■ **ABOUT THIS EXERCISE**:
With pictures left out, write out exactly every line from the start of the data through the one that contains "height:6px; margin-top:-3px; transform-origin:0;".
BEGIN
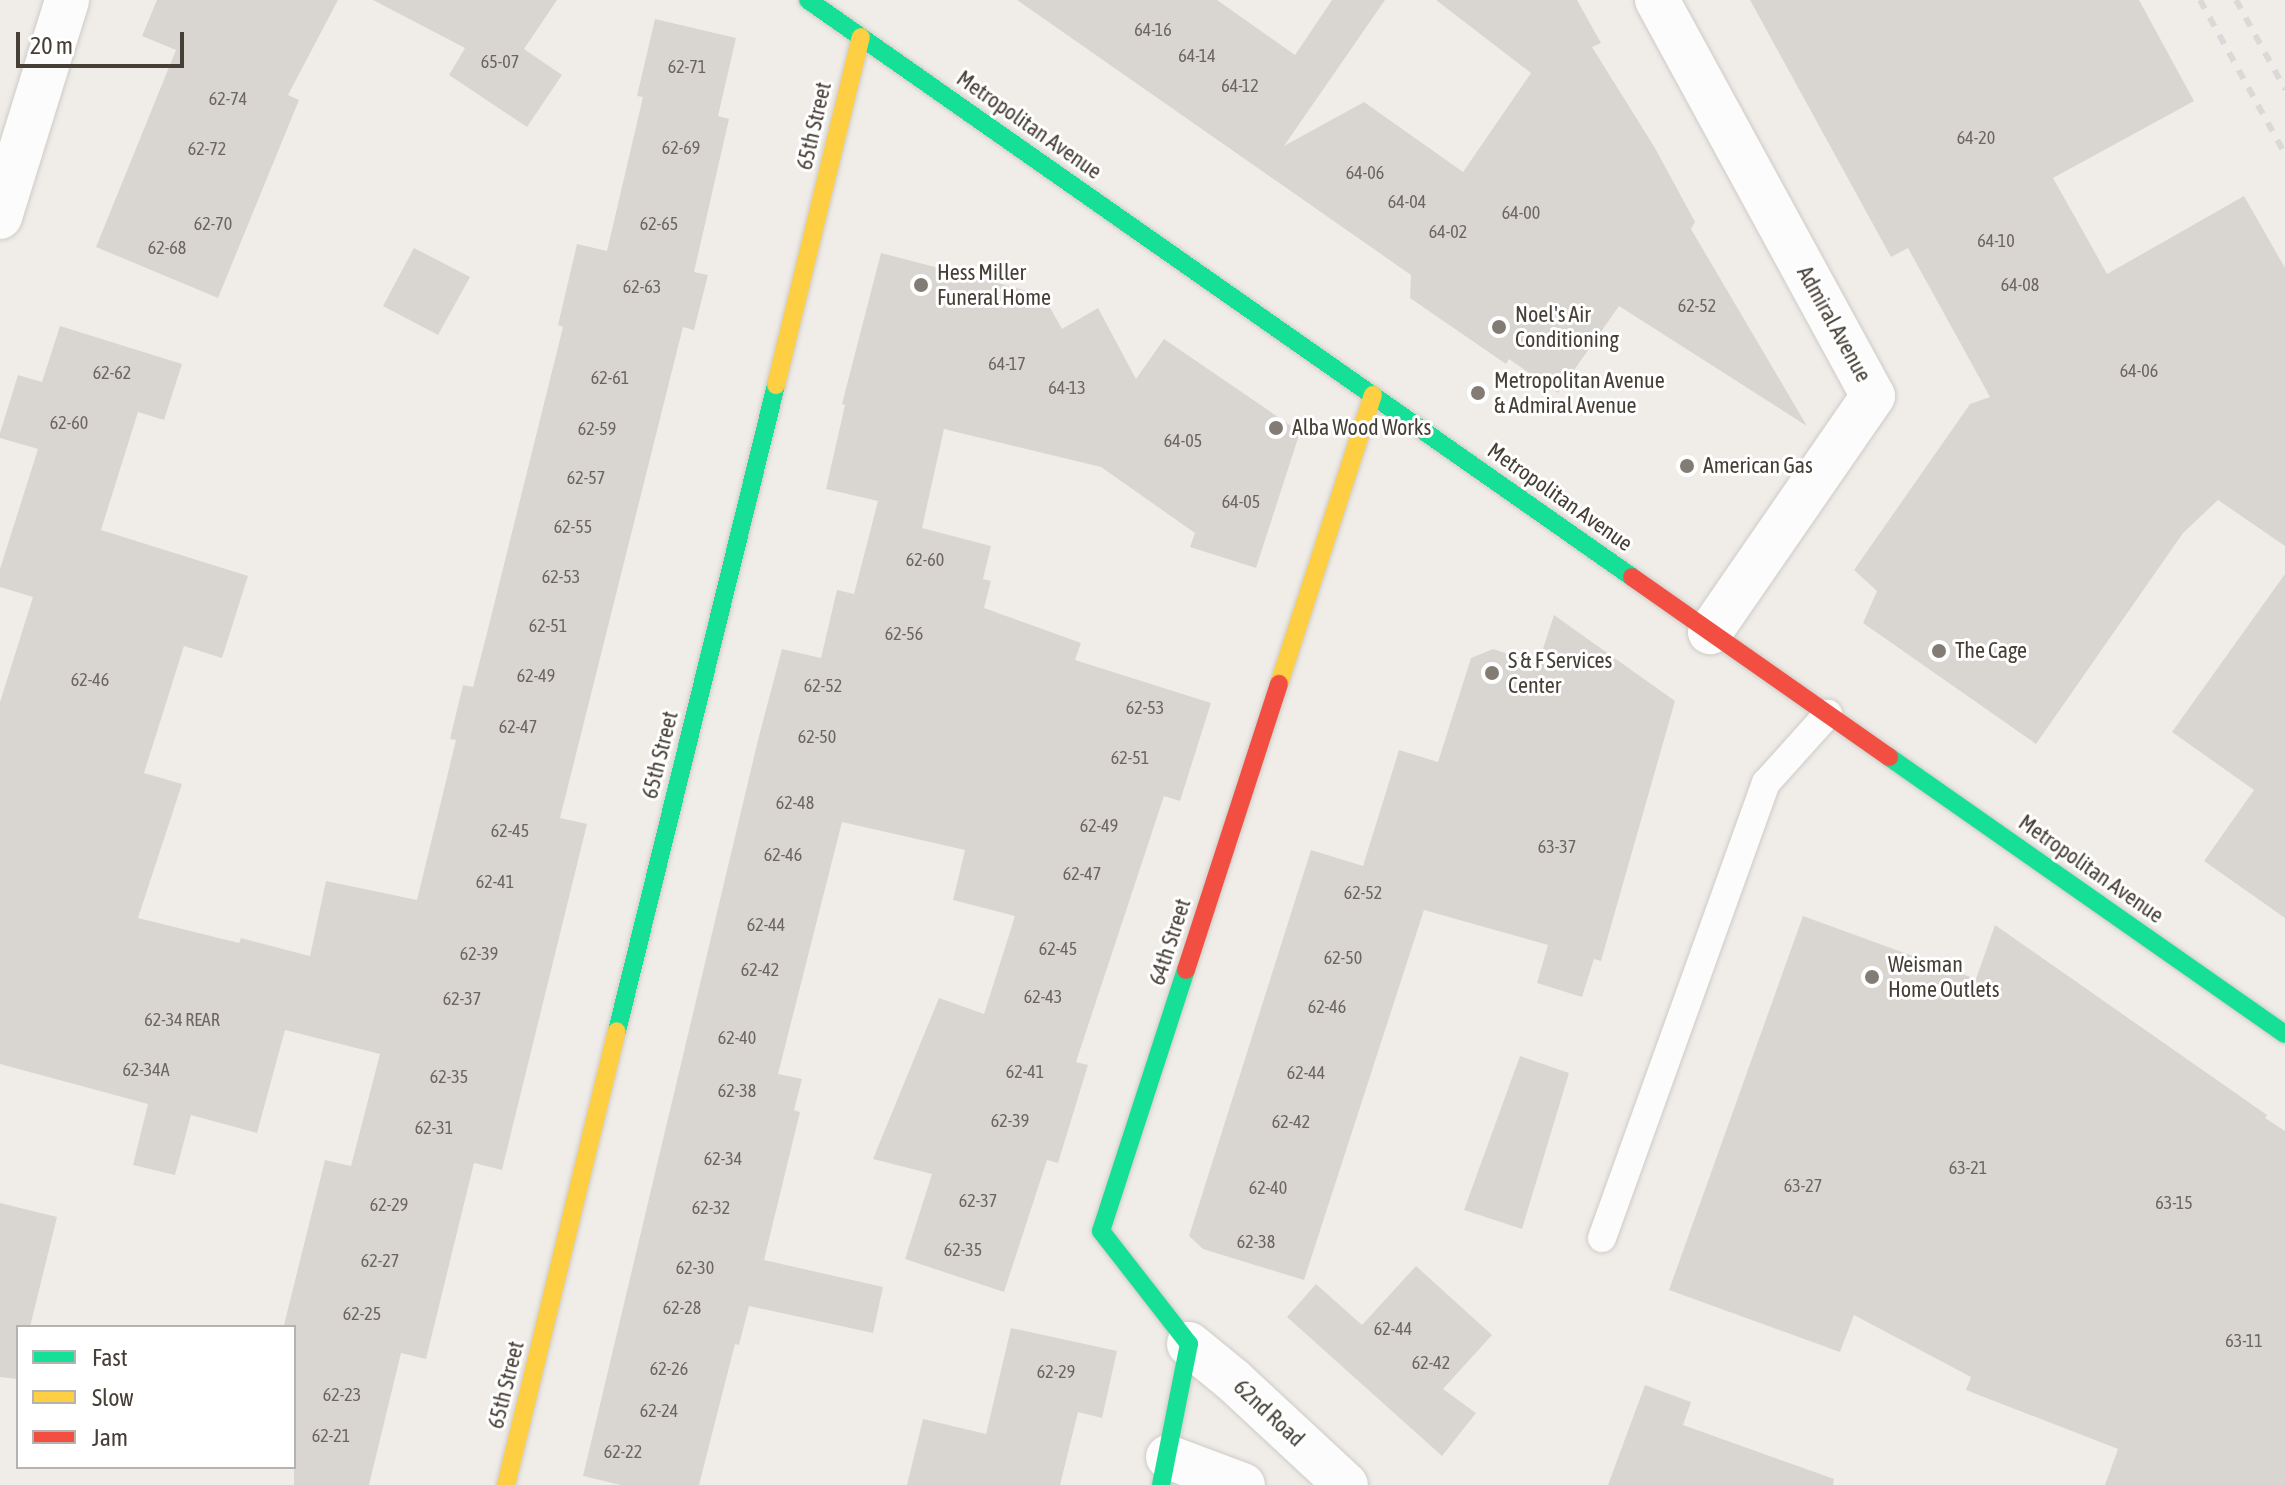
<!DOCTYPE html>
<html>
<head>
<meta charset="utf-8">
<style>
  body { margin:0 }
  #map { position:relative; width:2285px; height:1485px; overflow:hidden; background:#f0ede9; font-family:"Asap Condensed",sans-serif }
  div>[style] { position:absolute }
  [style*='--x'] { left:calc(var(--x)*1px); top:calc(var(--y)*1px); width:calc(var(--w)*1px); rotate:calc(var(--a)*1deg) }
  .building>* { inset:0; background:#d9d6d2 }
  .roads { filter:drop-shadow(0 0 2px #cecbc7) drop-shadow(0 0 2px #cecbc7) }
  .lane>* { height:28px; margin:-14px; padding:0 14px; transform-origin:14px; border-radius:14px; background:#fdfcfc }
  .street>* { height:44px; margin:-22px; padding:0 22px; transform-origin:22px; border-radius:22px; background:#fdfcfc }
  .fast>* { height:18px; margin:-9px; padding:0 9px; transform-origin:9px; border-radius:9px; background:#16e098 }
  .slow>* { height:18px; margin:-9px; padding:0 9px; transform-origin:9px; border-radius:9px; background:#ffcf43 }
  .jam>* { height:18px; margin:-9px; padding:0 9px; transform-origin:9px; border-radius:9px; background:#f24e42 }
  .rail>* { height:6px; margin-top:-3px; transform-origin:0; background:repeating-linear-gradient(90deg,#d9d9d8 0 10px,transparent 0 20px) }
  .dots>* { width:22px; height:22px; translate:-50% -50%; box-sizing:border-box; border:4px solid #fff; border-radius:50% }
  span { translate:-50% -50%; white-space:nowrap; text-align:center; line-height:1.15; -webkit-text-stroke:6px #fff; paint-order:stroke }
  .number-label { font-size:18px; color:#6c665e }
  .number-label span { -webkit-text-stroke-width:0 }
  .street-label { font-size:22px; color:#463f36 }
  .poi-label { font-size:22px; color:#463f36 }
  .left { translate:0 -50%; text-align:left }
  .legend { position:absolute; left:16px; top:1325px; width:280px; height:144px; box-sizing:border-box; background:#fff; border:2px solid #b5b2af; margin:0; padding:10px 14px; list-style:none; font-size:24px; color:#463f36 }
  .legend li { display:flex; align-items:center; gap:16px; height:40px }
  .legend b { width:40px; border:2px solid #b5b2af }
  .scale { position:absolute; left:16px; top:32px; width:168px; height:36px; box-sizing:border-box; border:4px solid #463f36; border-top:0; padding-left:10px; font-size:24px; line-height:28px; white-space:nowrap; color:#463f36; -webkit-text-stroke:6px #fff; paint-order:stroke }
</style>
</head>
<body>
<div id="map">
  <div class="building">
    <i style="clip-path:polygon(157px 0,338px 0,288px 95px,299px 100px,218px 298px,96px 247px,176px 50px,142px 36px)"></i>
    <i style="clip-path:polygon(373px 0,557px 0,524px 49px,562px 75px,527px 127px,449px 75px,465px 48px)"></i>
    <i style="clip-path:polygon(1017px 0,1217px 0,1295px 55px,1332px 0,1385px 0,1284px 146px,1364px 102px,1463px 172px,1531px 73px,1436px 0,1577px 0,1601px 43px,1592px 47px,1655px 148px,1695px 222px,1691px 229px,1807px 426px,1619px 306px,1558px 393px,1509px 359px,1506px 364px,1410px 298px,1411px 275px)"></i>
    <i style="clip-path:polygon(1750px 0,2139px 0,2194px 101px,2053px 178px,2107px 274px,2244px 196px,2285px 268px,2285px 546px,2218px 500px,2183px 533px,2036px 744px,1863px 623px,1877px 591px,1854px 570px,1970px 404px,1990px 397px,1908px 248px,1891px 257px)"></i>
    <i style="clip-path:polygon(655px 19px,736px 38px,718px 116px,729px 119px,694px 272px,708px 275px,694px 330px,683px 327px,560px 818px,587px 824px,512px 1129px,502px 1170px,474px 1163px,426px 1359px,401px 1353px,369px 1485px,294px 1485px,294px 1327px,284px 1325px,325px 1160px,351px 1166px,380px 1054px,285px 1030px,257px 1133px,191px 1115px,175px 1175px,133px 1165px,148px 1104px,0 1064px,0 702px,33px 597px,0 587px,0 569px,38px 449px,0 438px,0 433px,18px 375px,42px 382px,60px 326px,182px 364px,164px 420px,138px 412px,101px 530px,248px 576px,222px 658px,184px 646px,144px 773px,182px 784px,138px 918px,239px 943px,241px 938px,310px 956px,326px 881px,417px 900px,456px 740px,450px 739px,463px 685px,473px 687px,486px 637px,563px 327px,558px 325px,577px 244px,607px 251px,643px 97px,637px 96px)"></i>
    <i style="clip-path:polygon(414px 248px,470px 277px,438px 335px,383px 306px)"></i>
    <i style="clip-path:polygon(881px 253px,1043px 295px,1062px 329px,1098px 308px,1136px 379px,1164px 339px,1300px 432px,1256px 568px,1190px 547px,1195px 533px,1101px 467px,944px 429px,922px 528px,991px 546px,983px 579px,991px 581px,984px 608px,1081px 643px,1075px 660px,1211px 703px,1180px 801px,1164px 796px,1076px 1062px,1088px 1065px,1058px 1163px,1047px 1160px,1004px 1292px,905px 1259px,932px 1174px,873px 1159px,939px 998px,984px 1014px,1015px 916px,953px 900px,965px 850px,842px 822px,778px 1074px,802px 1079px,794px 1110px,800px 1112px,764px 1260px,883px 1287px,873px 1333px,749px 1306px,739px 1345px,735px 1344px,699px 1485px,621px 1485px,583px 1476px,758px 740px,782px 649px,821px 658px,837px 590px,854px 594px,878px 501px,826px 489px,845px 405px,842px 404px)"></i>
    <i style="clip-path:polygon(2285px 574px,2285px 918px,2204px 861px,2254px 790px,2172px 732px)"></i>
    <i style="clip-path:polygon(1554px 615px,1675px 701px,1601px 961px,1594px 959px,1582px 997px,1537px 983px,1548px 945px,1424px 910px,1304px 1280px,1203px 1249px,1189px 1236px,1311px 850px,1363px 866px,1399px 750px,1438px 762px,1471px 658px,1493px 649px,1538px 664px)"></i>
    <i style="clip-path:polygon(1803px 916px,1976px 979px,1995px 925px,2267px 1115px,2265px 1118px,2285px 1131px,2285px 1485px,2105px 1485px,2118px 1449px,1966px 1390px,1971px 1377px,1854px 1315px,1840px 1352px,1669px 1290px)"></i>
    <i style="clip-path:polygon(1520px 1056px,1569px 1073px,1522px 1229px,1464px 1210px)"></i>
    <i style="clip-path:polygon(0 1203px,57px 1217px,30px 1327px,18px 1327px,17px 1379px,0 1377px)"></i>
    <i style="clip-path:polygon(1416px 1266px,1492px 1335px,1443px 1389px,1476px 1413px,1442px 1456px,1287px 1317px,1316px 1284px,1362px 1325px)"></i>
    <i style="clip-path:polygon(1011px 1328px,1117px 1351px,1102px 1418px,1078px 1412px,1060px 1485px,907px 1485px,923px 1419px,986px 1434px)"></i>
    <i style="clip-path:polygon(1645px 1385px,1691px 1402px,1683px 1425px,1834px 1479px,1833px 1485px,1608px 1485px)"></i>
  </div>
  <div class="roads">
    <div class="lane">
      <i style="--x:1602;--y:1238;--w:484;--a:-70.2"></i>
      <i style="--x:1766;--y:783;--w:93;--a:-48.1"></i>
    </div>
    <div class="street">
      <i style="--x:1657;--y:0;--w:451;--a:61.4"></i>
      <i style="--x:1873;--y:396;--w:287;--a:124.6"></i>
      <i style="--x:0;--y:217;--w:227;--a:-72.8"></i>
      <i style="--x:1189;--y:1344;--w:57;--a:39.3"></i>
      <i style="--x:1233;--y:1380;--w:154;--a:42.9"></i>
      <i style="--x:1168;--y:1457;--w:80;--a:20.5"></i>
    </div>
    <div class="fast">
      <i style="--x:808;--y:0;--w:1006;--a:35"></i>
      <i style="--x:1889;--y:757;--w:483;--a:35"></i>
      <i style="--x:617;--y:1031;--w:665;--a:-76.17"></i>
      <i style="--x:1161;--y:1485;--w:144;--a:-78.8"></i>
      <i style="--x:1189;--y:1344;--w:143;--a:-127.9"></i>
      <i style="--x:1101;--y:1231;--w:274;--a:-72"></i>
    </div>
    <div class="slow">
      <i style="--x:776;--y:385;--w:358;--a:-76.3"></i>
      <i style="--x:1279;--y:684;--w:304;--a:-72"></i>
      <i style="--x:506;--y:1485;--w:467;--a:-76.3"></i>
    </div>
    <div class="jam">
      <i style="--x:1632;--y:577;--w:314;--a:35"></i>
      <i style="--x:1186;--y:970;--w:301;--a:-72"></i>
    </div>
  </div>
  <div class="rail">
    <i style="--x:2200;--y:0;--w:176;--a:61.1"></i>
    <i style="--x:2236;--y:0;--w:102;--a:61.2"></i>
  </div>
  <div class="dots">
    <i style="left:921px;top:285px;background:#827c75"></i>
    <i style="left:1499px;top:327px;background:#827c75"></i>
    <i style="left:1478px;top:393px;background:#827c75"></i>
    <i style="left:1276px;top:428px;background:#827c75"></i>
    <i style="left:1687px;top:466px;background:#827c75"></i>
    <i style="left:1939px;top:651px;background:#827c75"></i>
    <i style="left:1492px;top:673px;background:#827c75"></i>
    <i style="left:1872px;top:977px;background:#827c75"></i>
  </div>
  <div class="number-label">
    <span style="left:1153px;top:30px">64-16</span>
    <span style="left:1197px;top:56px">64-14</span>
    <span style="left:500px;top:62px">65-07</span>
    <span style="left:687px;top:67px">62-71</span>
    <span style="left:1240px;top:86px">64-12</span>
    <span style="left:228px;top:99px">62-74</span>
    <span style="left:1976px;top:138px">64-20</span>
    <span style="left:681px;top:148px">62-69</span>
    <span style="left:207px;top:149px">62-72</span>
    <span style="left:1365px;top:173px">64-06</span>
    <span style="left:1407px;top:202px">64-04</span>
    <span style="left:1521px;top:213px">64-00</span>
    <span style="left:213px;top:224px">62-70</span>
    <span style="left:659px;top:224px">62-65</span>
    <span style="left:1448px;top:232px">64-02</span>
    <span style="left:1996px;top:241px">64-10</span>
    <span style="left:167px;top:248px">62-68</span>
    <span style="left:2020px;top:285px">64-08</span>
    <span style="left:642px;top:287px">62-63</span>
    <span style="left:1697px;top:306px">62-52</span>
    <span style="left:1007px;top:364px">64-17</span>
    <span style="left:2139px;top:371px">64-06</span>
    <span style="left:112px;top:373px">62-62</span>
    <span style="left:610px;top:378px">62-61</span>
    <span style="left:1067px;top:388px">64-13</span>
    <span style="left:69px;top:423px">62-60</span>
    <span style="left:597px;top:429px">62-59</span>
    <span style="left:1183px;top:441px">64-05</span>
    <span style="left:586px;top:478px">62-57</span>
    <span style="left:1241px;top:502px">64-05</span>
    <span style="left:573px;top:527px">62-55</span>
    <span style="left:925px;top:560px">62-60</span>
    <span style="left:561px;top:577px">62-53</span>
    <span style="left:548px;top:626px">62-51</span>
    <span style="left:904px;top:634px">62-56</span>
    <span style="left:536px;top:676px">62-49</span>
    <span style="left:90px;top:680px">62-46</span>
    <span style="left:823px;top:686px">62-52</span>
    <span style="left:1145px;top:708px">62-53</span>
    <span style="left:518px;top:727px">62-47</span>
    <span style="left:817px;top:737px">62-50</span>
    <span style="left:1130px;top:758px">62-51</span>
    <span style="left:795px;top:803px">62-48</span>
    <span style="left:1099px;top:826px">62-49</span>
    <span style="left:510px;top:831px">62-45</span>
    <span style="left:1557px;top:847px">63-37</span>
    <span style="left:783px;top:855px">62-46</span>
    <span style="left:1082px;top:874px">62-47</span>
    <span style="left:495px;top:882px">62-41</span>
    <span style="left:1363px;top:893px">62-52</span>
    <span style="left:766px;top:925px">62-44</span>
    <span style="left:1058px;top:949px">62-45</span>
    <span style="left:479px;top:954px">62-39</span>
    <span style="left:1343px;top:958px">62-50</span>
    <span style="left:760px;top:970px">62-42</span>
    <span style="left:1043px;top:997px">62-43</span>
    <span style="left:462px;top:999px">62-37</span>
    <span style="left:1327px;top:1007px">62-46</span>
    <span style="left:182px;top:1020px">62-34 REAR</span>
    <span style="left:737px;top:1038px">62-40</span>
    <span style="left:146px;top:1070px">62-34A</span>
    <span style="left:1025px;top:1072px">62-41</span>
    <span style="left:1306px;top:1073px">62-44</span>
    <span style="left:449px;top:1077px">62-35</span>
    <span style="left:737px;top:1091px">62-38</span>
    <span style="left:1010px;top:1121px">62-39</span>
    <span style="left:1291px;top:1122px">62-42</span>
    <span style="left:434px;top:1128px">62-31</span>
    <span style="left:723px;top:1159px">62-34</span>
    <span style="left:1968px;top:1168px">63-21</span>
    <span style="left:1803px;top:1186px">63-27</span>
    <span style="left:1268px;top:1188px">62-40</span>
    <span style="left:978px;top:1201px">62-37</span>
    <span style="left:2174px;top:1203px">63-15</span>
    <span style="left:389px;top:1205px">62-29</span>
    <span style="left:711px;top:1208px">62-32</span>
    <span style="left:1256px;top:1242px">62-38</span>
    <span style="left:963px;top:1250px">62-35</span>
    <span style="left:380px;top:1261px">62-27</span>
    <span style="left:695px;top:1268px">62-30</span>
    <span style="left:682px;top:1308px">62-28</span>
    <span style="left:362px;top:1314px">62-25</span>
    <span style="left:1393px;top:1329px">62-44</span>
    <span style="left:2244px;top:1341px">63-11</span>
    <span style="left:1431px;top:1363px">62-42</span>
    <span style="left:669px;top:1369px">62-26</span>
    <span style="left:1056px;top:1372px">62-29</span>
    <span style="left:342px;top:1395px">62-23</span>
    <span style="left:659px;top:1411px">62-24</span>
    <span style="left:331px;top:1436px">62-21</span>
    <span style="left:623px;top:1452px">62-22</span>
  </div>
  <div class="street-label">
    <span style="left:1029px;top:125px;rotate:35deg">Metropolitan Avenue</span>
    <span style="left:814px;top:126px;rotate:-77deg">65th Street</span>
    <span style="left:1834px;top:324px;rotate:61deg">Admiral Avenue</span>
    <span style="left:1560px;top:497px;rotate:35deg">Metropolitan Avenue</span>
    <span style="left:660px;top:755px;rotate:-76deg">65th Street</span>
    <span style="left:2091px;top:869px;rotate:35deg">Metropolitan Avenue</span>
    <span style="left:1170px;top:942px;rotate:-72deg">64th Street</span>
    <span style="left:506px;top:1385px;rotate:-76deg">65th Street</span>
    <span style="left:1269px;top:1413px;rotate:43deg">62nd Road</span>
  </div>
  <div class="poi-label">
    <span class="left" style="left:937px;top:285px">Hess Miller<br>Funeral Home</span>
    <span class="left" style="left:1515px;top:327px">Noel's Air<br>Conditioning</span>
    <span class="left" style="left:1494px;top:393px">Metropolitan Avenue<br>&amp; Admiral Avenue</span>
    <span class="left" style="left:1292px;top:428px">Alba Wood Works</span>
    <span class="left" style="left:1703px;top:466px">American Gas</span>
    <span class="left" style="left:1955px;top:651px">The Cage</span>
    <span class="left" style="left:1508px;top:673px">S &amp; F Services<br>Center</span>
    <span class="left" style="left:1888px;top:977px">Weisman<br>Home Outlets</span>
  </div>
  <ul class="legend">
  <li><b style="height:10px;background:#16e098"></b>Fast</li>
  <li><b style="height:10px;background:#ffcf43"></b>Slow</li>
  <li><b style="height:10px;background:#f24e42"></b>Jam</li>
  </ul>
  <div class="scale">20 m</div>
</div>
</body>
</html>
END
■ **RESPONSE**:
<!DOCTYPE html>
<html>
<head>
<meta charset="utf-8">
<style>
  body { margin:0 }
  #map { position:relative; width:2285px; height:1485px; overflow:hidden; background:#f0ede9; font-family:"Asap Condensed",sans-serif }
  div>[style] { position:absolute }
  [style*='--x'] { left:calc(var(--x)*1px); top:calc(var(--y)*1px); width:calc(var(--w)*1px); rotate:calc(var(--a)*1deg) }
  .building>* { inset:0; background:#d9d6d2 }
  .roads { filter:drop-shadow(0 0 2px #cecbc7) drop-shadow(0 0 2px #cecbc7) }
  .lane>* { height:28px; margin:-14px; padding:0 14px; transform-origin:14px; border-radius:14px; background:#fdfcfc }
  .street>* { height:44px; margin:-22px; padding:0 22px; transform-origin:22px; border-radius:22px; background:#fdfcfc }
  .fast>* { height:18px; margin:-9px; padding:0 9px; transform-origin:9px; border-radius:9px; background:#16e098 }
  .slow>* { height:18px; margin:-9px; padding:0 9px; transform-origin:9px; border-radius:9px; background:#ffcf43 }
  .jam>* { height:18px; margin:-9px; padding:0 9px; transform-origin:9px; border-radius:9px; background:#f24e42 }
  .rail>* { height:6px; margin-top:-3px; transform-origin:0; background:repeating-linear-gradient(90deg,#d9d9d8 0 10px,transparent 0 20px) }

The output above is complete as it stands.